We buried one of our own.
That was all he wrote in his journal; that and the date. Any other words seemed useless, and more than useless, false.
And, of course, he never mentioned the twister.
She was gone, buried, dead; one of our own. She was young, thirty-seven. They said that she was young, although to a thirteen year old, it was an unimaginable oldness.
The funeral had been in wet grass, but the sun had been bright, and the clouds hadn't closed in until after the service. He had seen them, the clouds, crouched on the horizon, waiting for some unfathomable reason, unmoving in spite of the wind.

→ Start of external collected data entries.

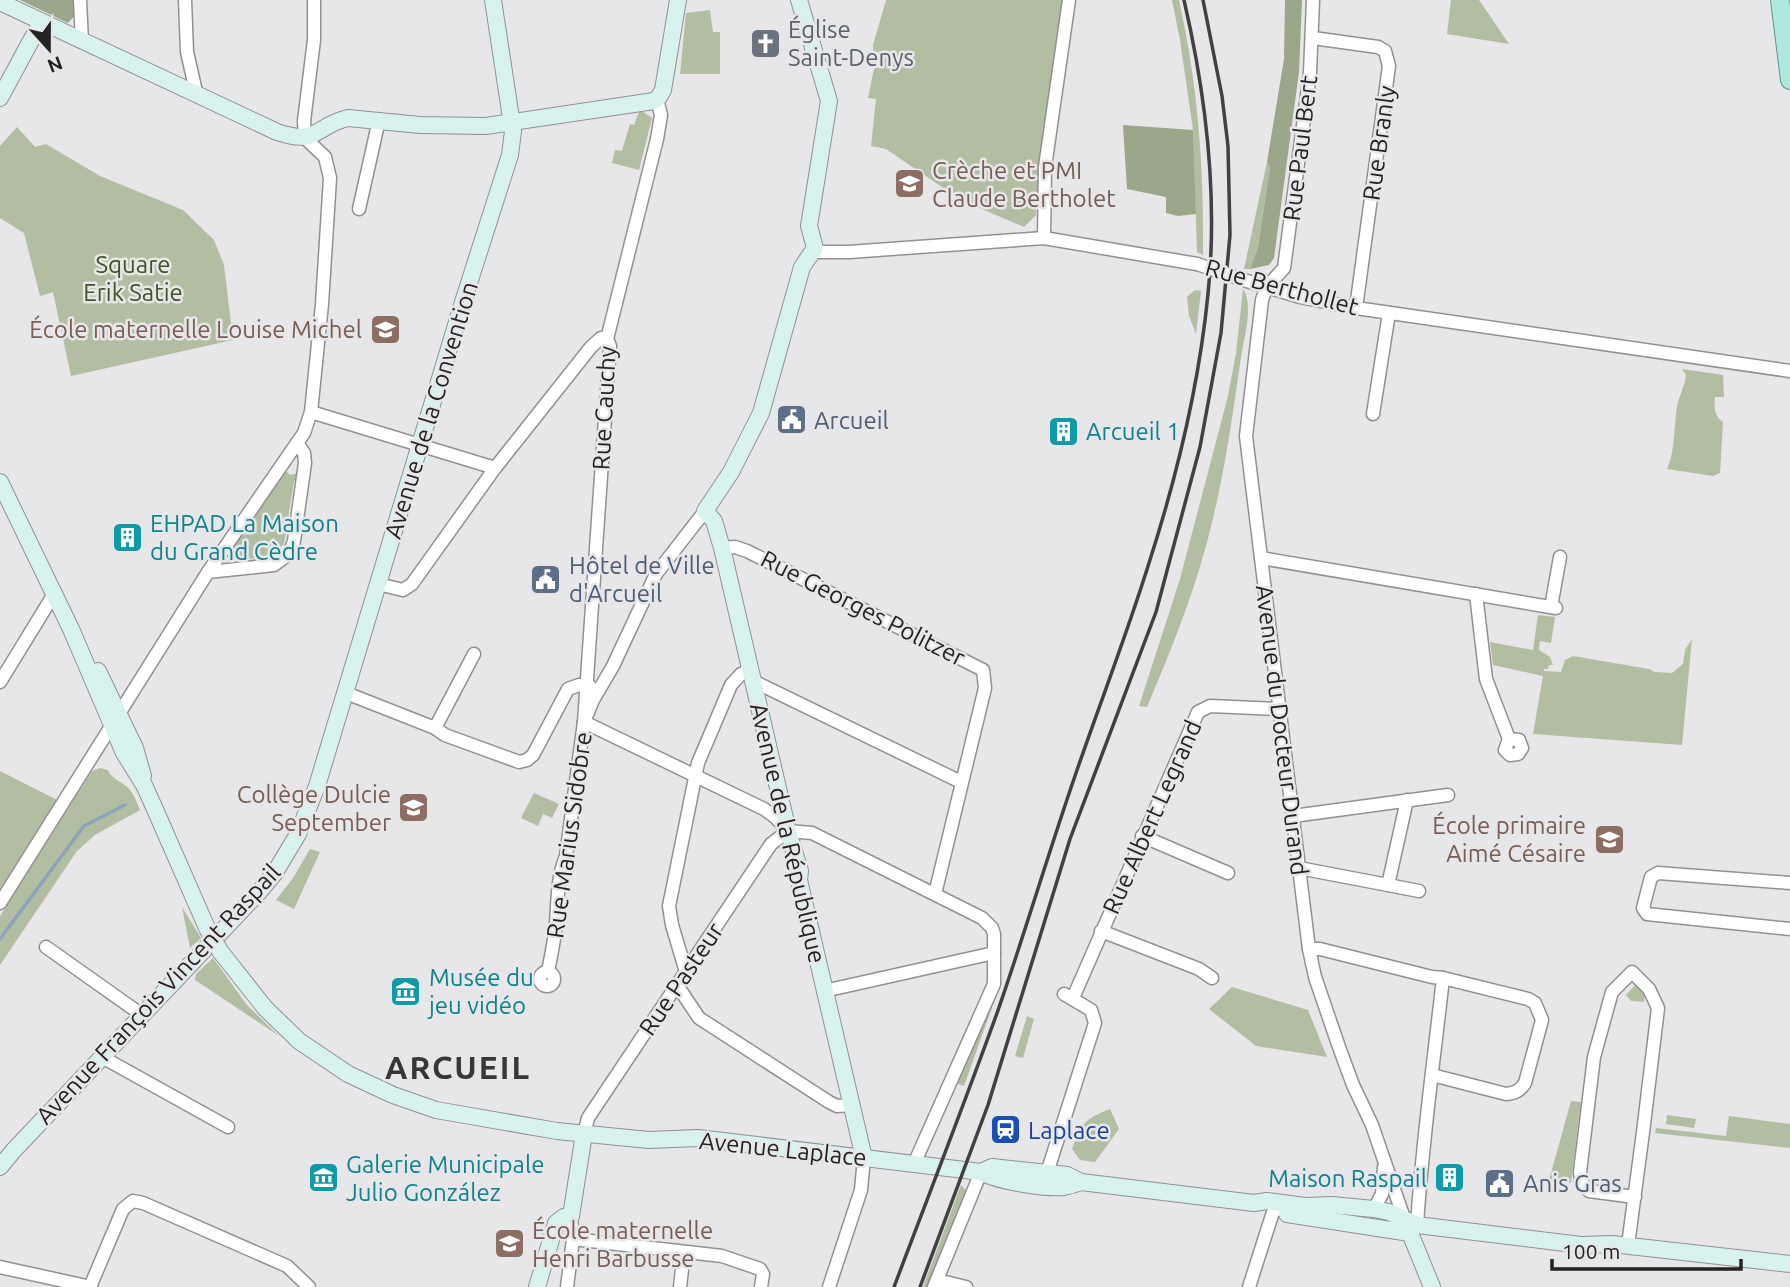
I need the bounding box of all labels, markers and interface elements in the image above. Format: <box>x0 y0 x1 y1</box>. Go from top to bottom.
north arrow <box>14 14 84 84</box>
place label: Église Saint-Denys <box>788 15 914 71</box>
church icon: Église Saint-Denys <box>748 26 782 60</box>
text: N <box>45 52 66 78</box>
street label: Rue Paul Bert <box>1278 73 1322 222</box>
street label: Rue Branly <box>1358 83 1400 202</box>
place label: Crèche et PMI Claude Bertholet <box>932 157 1116 212</box>
school or university icon: Crèche et PMI Claude Bertholet <box>892 167 926 201</box>
park label: Square Erik Satie <box>83 251 183 306</box>
street label: Rue Berthollet <box>1202 254 1362 321</box>
street label: Avenue de la Convention <box>379 278 483 542</box>
school or university icon: École maternelle Louise Michel <box>368 312 402 346</box>
place label: École maternelle Louise Michel <box>29 315 362 343</box>
street label: Rue Cauchy <box>587 345 621 471</box>
public building icon: Arcueil <box>774 403 808 437</box>
place label: Arcueil <box>814 407 889 434</box>
building icon: Arcueil 1 <box>1046 414 1080 448</box>
place label: Arcueil 1 <box>1086 418 1180 445</box>
place label: EHPAD La Maison du Grand Cèdre <box>150 510 339 565</box>
building icon: EHPAD La Maison du Grand Cèdre <box>110 520 144 554</box>
street label: Rue Georges Politzer <box>756 545 970 671</box>
place label: Hôtel de Ville d'Arcueil <box>569 552 715 607</box>
public building icon: Hôtel de Ville d'Arcueil <box>529 562 563 596</box>
street label: Avenue du Docteur Durand <box>1251 583 1313 877</box>
street label: Avenue de la République <box>745 700 831 966</box>
street label: Rue Albert Legrand <box>1097 716 1207 918</box>
street label: Rue Marius Sidobre <box>541 730 597 940</box>
place label: Collège Dulcie September <box>237 781 391 836</box>
school or university icon: Collège Dulcie September <box>397 791 431 825</box>
place label: École primaire Aimé Césaire <box>1432 811 1586 867</box>
school or university icon: École primaire Aimé Césaire <box>1592 822 1626 856</box>
street label: Avenue François Vincent Raspail <box>30 859 286 1129</box>
street label: Rue Pasteur <box>634 918 728 1040</box>
place label: Musée du jeu vidéo <box>427 964 534 1019</box>
museum icon: Musée du jeu vidéo <box>389 974 423 1008</box>
district label: ARCUEIL <box>385 1049 531 1085</box>
station icon: Laplace <box>988 1113 1022 1147</box>
place label: Laplace <box>1028 1117 1110 1144</box>
street label: Avenue Laplace <box>698 1127 868 1171</box>
place label: Galerie Municipale Julio González <box>346 1151 544 1206</box>
museum icon: Galerie Municipale Julio González <box>306 1161 340 1195</box>
building icon: Maison Raspail <box>1433 1161 1467 1195</box>
place label: Maison Raspail <box>1268 1165 1427 1192</box>
public building icon: Anis Gras <box>1483 1166 1517 1200</box>
place label: Anis Gras <box>1523 1170 1622 1197</box>
place label: École maternelle Henri Barbusse <box>532 1216 713 1272</box>
school or university icon: École maternelle Henri Barbusse <box>492 1227 526 1261</box>
scale bar <box>1552 1228 1741 1272</box>
text: 100 m <box>1562 1239 1620 1263</box>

The service had barely ended, the casket lowered with its cross of soil on its helm, when the first cloud had passed in front of the sun. The sudden shade had sent a shiver down his back, the thought forced its way into his mind, was it returning? The twister?
He sat in the dark with only his desk lamp for illumination. It lit his journal, his hands, and his face; and little else. He thought of adding the word 'today' either to the end or beginning of his entry. He decided against it, it was obvious that he was talking about today. He knew that he was done for the night; that nothing more would come to him.
Eventually, he would express his fears and doubts about this new concept, death, in his journal, just not yet. But he wasn't ready to turn the light off, he wasn't ready to face the dark, and all it held, especially the nightmare.
Twisters had been a part of his life for as long as he could remember. First they had come to him in recurring nightmares.
It was always the same, simple, terrifying nightmare: a dream of futility. He was running, running but not escaping, from a twister. He wasn't even sure when they had first started to haunt him.
His first real memory of any knowledge of twisters was in grade three. They had had to make up a story to go with a picture. The picture was of a stagecoach rushing through town, the horses hot and foaming. Why, the teacher asked, was the stagecoach in such a hurry?
They had praised his story for originality – he had said that they were fleeing from a twister – but he could tell that they were, well, if not displeased, upset. There'd been a parent-teacher meeting over it.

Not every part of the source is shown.